*** Opening Given records ***

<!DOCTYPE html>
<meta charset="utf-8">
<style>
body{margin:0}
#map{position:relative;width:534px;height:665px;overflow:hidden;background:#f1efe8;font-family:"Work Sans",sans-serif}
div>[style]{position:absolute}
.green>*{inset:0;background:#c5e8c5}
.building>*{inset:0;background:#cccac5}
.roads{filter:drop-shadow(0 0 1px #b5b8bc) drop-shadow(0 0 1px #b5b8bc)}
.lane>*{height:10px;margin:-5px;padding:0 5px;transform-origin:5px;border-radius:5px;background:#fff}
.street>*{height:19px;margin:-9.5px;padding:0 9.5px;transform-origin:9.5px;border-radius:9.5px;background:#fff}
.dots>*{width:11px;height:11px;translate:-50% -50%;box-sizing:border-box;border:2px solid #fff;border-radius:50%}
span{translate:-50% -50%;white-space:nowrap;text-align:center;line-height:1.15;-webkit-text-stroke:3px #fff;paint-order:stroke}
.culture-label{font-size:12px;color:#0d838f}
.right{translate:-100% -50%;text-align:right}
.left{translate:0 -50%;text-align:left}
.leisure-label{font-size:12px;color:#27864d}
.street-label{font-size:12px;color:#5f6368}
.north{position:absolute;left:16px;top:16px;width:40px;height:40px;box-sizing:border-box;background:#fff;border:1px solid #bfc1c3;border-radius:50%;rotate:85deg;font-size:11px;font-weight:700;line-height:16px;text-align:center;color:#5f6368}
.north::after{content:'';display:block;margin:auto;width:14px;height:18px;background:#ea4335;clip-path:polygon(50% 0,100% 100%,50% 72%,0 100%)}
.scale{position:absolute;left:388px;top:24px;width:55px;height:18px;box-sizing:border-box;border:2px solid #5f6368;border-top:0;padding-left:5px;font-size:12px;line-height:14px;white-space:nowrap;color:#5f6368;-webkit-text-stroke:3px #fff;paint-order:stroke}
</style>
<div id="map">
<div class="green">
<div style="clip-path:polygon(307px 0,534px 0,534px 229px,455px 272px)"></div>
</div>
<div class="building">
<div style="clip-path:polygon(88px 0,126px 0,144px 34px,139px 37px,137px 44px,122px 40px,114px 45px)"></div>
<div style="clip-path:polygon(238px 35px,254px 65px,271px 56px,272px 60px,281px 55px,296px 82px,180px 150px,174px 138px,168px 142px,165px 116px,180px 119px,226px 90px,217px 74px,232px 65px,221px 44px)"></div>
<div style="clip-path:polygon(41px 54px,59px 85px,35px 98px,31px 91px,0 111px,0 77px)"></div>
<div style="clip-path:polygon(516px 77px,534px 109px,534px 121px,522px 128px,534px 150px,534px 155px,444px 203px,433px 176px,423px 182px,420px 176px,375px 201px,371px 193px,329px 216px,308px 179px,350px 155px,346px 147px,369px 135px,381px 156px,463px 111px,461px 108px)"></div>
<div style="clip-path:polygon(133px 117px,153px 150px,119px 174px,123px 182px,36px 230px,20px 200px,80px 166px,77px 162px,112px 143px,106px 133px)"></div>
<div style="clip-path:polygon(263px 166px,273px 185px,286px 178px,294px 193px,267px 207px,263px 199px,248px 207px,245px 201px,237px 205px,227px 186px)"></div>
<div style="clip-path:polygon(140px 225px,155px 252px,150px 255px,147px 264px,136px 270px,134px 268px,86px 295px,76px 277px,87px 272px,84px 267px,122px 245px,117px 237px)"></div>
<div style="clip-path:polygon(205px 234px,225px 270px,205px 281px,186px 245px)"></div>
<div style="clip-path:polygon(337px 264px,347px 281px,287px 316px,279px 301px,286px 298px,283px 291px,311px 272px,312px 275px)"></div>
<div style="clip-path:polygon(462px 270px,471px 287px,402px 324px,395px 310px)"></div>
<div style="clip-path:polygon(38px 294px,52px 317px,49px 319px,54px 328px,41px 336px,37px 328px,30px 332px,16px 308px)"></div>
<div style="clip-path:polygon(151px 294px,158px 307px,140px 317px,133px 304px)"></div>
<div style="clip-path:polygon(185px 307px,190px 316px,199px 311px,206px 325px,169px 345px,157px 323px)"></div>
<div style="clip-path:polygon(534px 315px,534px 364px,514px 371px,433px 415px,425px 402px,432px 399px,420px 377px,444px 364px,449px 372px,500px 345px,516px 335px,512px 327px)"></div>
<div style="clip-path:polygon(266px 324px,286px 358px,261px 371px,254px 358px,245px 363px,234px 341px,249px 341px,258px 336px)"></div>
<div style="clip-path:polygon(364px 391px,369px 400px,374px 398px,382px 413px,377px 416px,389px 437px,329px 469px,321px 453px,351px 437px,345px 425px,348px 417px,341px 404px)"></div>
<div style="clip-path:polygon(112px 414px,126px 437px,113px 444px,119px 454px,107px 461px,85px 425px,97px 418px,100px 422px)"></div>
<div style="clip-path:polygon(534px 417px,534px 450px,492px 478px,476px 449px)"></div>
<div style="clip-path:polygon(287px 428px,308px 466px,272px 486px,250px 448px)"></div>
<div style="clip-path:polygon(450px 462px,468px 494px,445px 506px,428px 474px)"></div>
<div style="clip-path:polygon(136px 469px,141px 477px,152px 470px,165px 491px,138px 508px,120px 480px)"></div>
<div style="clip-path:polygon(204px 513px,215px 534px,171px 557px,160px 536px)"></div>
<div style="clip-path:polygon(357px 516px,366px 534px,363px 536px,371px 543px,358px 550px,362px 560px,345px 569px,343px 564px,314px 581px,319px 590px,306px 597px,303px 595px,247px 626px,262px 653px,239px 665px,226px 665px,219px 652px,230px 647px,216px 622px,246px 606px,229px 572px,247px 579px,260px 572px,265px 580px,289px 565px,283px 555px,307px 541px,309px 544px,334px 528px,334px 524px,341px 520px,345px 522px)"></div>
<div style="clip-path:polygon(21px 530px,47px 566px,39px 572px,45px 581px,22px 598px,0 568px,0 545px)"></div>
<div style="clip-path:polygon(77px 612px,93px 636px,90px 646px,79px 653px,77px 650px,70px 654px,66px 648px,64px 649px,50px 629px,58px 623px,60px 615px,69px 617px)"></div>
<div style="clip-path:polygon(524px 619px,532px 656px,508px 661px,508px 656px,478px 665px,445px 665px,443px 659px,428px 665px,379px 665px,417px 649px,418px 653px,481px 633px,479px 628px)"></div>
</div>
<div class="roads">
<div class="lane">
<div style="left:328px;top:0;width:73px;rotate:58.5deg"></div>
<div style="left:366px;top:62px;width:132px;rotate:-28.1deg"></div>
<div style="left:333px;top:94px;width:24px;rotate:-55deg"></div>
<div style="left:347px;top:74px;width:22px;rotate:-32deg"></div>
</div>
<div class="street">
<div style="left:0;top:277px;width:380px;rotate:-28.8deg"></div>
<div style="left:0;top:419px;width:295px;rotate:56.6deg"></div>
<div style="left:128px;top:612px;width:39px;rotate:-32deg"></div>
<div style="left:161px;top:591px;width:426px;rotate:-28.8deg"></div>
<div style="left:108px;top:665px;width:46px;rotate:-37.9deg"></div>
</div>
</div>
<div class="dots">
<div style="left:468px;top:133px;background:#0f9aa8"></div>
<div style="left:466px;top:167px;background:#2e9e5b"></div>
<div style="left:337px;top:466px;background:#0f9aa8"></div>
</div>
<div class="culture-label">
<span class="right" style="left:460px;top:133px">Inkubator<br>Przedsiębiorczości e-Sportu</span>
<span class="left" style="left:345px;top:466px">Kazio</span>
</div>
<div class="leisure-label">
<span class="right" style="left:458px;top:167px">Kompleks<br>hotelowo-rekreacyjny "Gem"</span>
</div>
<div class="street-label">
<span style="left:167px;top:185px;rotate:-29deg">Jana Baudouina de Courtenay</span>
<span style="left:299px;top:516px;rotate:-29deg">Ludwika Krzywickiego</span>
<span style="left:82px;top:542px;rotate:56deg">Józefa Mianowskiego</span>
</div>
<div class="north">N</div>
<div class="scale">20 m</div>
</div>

*** Closing Given records ***

Task requirements.
Using the listing above, locate the lines that hold "lane" and copy each one.

Output of the task.
.lane>*{height:10px;margin:-5px;padding:0 5px;transform-origin:5px;border-radius:5px;background:#fff}
<div class="lane">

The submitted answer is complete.